2. The reagent combination according to claim 1, characterized in that, The primer pair combination also includes: The primer pair consisting of SEQ ID No. 95 and SEQ ID No. 96 is used to specifically amplify at least a partial fragment of the 16S rRNA gene.
3. A gene chip, characterized in that, The gene chip comprises the reagent combination as described in claim 1 or 2.
4. A reagent kit, characterized in that, The kit comprises the reagent combination of claim 1 or 2 or the gene chip of claim 3.
5. The reagent kit according to claim 4, characterized in that, The kit also includes genomic DNA extraction reagents for the sample to be tested, DNA purification reagents, and / or PCR amplification buffers.
6. The kit according to claim 4 or 5, characterized in that, The kit also includes a positive control and / or a negative control, wherein the positive control is a mixed sample composed of plasmid standards corresponding to the primer pair combinations.
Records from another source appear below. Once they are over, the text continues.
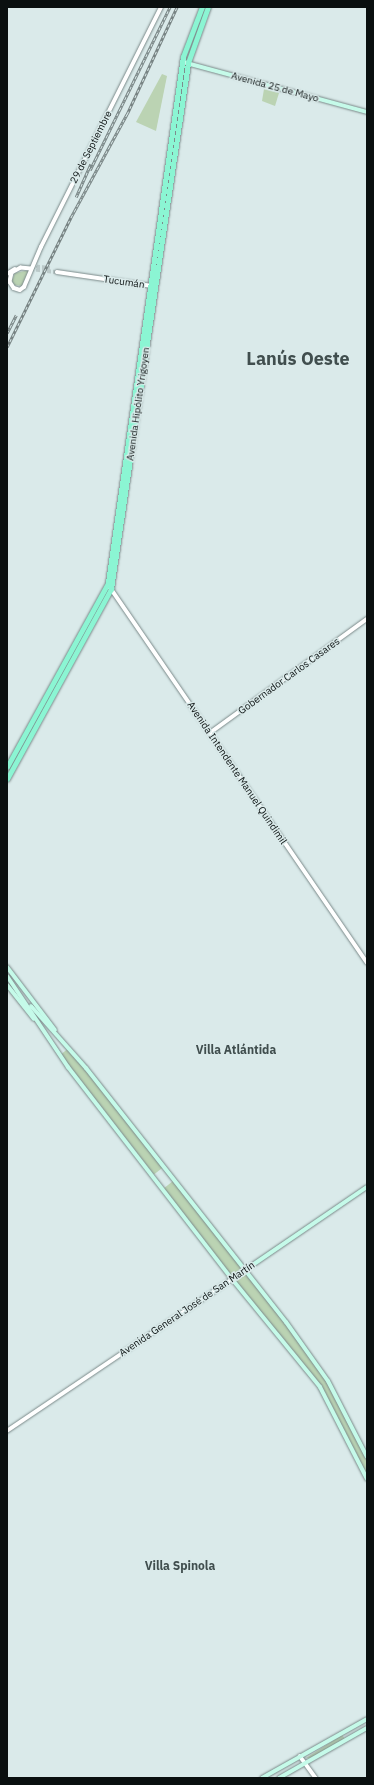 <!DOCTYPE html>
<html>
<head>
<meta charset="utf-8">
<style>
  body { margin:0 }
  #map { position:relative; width:374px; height:1785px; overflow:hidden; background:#daeaea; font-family:"IBM Plex Sans",sans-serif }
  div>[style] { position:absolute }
  .green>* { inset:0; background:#bbd3b3; transform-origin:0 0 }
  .tertiary-tunnel>* { height:3.5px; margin-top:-1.75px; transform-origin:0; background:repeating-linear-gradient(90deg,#bbc9c9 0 3.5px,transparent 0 5.5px) }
  .roads { filter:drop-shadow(0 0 1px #7b8a8a) drop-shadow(0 0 1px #7b8a8a) }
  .tertiary>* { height:3.5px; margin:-1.75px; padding:0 1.75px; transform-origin:1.75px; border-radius:1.75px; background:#fff }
  .secondary>* { height:4px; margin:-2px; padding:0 2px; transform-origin:2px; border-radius:2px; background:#c5fae9 }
  .primary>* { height:4.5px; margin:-2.25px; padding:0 2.25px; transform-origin:2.25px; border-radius:2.25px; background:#8bf5d3 }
  .rail>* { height:2.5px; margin-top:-1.25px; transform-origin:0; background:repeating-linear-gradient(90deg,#daeaea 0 3px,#788484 0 6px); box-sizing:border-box; border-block:1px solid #788484 }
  span { translate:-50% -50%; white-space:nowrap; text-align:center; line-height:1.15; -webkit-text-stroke:3px #daeaea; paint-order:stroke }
  .street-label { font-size:10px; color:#0a1010 }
  .quarter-label { font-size:12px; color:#404e4e; font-weight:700 }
  .town-label { font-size:18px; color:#404e4e; font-weight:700 }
  .frame { position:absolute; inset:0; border:8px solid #0a1010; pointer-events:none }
</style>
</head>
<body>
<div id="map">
  <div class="green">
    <i style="clip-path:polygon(162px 74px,167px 76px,156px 131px,136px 122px)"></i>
    <i style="clip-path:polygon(264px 89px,279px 93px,275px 106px,262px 101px)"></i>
    <i style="clip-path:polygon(29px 270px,22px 286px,14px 285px,12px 280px,15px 273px)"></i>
    <i style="left:69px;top:1048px;width:152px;height:11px;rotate:52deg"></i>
    <i style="clip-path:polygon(173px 1181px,286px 1322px,328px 1381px,367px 1457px,367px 1479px,320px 1387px,163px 1189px)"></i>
    <i style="clip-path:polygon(342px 1735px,345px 1739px,310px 1758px,306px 1758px)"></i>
  </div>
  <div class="tertiary-tunnel">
    <i style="left:31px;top:266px;width:19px;rotate:6deg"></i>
    <i style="left:31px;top:269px;width:26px;rotate:7deg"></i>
  </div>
  <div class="roads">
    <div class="tertiary">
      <i style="left:31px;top:269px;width:10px;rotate:-174deg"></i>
      <i style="left:21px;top:268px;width:10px;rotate:151deg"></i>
      <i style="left:12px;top:273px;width:9px;rotate:103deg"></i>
      <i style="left:10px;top:282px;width:7px;rotate:56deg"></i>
      <i style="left:14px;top:288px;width:6px;rotate:18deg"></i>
      <i style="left:20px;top:290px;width:5px;rotate:-37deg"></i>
      <i style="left:24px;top:287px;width:43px;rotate:-67deg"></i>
      <i style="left:41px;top:247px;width:268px;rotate:-63.4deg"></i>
      <i style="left:57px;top:272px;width:96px;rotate:8.4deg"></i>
      <i style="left:7px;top:274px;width:9px;rotate:-32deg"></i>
      <i style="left:110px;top:587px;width:455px;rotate:55.6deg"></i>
      <i style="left:210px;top:733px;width:194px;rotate:-36deg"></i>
      <i style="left:7px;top:1431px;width:272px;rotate:-34deg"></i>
      <i style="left:300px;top:1756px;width:27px;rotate:54deg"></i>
    </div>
    <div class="secondary">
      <i style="left:183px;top:62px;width:191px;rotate:15.2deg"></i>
      <i style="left:7px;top:967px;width:79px;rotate:52.7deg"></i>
      <i style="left:7px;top:976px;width:110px;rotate:56.2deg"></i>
      <i style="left:68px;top:1067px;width:268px;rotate:52.3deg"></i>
      <i style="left:232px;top:1279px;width:139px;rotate:50.8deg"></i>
      <i style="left:320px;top:1387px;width:103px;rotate:62.9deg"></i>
      <i style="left:7px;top:985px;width:43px;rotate:51.5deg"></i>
      <i style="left:31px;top:1006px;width:83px;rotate:48.4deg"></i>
      <i style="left:86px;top:1068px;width:323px;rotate:51.8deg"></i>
      <i style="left:286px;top:1322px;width:72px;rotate:54.6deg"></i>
      <i style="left:328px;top:1381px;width:85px;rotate:62.8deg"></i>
      <i style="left:232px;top:1279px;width:163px;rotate:-34.3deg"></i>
      <i style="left:262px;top:1778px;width:120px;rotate:-29.3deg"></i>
      <i style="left:279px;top:1778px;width:101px;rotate:-29.6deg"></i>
    </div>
    <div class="primary">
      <i style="left:7px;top:767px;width:210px;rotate:-61.2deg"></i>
      <i style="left:108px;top:583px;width:531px;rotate:-81.89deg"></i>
      <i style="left:183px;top:57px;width:53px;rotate:-69.2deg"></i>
      <i style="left:7px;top:779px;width:217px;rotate:-61.3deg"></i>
      <i style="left:111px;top:589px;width:532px;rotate:-81.67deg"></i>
      <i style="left:188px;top:63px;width:59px;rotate:-70.3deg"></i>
    </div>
  </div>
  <div class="rail">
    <i style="left:90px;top:170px;width:182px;rotate:-63.9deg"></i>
    <i style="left:76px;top:197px;width:36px;rotate:-66deg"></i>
    <i style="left:7px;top:333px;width:20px;rotate:-63deg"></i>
    <i style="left:7px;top:347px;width:145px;rotate:-63.8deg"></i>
    <i style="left:71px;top:217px;width:117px;rotate:-61.5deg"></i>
    <i style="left:127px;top:114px;width:118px;rotate:-65deg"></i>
  </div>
  <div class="street-label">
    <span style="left:275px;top:87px;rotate:15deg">Avenida 25 de Mayo</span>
    <span style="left:91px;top:147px;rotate:-63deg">29 de Septiembre</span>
    <span style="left:124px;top:282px;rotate:8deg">Tucumán</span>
    <span style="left:138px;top:404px;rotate:-82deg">Avenida Hipólito Yrigoyen</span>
    <span style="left:289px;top:676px;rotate:-36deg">Gobernador Carlos Casares</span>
    <span style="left:237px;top:773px;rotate:56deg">Avenida Intendente Manuel Quindimil</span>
    <span style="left:187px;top:1309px;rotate:-34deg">Avenida General José de San Martín</span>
  </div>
  <div class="quarter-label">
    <span style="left:236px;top:1050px">Villa Atlántida</span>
    <span style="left:180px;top:1566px">Villa Spinola</span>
  </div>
  <div class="town-label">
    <span style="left:298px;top:359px">Lanús Oeste</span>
  </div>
  <div class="frame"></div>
</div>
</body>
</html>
7. A method for detecting genes related to organic sulfur cycle metabolism in marine samples, characterized in that, Includes the following steps: S1, Obtain metagenomic DNA from the marine sample to be tested; S2, perform qPCR analysis on the metagenomic DNA using the reagent combination of claim 1 or 2, or the gene chip of claim 3, or the kit of any one of claims 4 to 6, and perform the qPCR analysis using high-throughput qPCR technology; S3, the abundance of the genes related to the organic sulfur cycle metabolism was obtained from the gene qPCR analysis results.
8. The method according to claim 7, characterized in that, The marine samples are seawater or trench sediments.